Atanas Atanasov
About Atanas Atanasov
Atanas H. Atanasov is Executive Vice President and Chief Financial Officer of HF Sinclair (DINO), serving since September 2022. He is 51 and a registered Certified Public Accountant, with prior CFO roles at Lummus Technology, Kraton Corporation, Empire Petroleum Partners, and senior finance leadership at NGL Energy Partners and GE Capital . Company performance during his tenure has been mixed: 2024 net income was ~$177 million with operating cash flow of ~$1.1 billion versus 2023 net income ~$1.6 billion and operating cash flow ~$2.3 billion . Total shareholder return (value of $100 initial investment) was $81 in 2024 vs $123 in 2023 and $111 in 2022, while the Incentive Peer Group was $173 in 2024 vs $188 in 2023 and $154 in 2022 .
Past Roles
| Organization | Role | Years | Strategic Impact |
|---|---|---|---|
| Lummus Technology LLC | Chief Financial Officer | Apr 2022–Sep 2022 | Led finance for global chemical technologies business . |
| Kraton Corporation (NYSE) | EVP, CFO & Treasurer | May 2019–Mar 2022 | Drove finance through sale to DL Holdings; specialty chemicals platform . |
| Empire Petroleum Partners, LLC | Chief Financial Officer | Feb 2016–May 2019 | Finance leadership for fuels distributor . |
| NGL Energy Partners LP (NYSE) | EVP, CFO & Treasurer; SVP Finance & Treasurer; VP & Treasurer | Nov 2011–Feb 2016 | Led treasury/finance for MLP; capital markets readiness . |
| GE Capital | Finance roles of increasing responsibility | Jan 2003–Nov 2011 | Corporate finance and risk discipline . |
External Roles
Skip—no external board roles disclosed for Atanasov.
Fixed Compensation
| Metric | FY 2022 | FY 2023 | FY 2024 |
|---|---|---|---|
| Base Salary ($) | $152,308 | $600,000 | $680,192 (paid) |
| Base Salary (rate, effective) | — | — | $675,000 (effective Jan 1, 2024) |
| Target Bonus (% of Salary) | N/A (joined last day of period) | 90% | 90% |
| Actual Annual Bonus Paid ($) | — | $793,612 | $799,747 |
Performance Compensation
| Component | Design | Weighting | Targets | Actual/Payout | Vesting |
|---|---|---|---|---|---|
| Annual Incentive – Financial | Segment EBITDA vs cumulative target; Available Free Cash Flow | 40% (CFO) | EBITDA: T=$2,580mm; Th=$1,593mm; Max≥$3,568mm.
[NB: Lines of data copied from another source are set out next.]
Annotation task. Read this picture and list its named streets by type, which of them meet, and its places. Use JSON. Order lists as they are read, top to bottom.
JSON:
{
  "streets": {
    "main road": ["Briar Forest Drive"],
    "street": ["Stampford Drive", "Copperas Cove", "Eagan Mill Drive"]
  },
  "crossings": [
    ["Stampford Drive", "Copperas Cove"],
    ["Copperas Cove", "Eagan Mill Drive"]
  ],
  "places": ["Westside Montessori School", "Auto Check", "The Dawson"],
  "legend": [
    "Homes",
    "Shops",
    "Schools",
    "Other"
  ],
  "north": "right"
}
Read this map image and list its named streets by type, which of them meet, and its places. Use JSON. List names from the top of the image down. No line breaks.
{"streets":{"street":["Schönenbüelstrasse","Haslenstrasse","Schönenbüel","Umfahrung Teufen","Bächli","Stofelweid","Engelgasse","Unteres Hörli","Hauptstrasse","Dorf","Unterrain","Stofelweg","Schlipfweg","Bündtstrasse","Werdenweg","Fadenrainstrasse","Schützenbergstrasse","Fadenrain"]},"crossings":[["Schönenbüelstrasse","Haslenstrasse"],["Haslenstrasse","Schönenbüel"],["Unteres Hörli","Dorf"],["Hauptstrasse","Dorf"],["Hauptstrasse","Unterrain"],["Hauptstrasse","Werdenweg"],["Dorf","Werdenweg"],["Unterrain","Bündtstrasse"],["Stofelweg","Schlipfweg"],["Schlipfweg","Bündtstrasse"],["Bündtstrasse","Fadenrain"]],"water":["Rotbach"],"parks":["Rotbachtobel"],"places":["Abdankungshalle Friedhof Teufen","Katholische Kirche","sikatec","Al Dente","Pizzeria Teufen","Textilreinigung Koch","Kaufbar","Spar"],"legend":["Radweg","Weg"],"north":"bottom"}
FCF: T=$1,442mm; Th=$1,242mm; Max≥$1,642mm | EBITDA actual $1,648.8mm (52.82% of target); FCF $1,992.8mm (200%); blended financial achievement 126% | Cash paid after fiscal-year determination . |
| Annual Incentive – Operational | ESG (Safety/Env/GHG), Reliability, OpEx vs Budget across segments | 45% (CFO) | Quarterly site metrics and segment aggregation | Segment achievements (Refining/Renewables/L&S): e.g., Safety 96.4%/250.0%/158.3%; Process Safety 114.3%/250.0%/183.3%; Environmental 98.2%/250.0%/204.2%; Reliability 200.0%/25.0%/200.0% | Cash paid after fiscal-year determination . |
| Annual Incentive – Strategic & Individual | Role-specific objectives | 15% (CFO) | Financial stewardship, planning/analysis, strategic initiatives | CFO achieved 125% of target for this component | Cash paid after fiscal-year determination . |
| RSUs (Time-based) | Equity award – time-based | 50% of 2024 LTIP grant for CFO | 21,684 RSUs granted for FY2024 | First tranche vested Dec 2, 2024 | Vests in 3 equal annual installments on Dec 1, 2024/2025/2026 . |
| PSUs (ROCE/TSR) | Equity award – performance-based (3-year) | 50% of 2024 LTIP grant for CFO | ROCE and TSR vs Incentive Peer Group (CVR, Delek, Marathon, PBF, Phillips 66, Valero) | Payout 25–200% based on percentile ranks; average of ROCE and TSR | Performance period Oct 1, 2023–Sep 30, 2026; service date Dec 1, 2026 . |
Equity Awards – Recent Grants (Counts and Fair Values)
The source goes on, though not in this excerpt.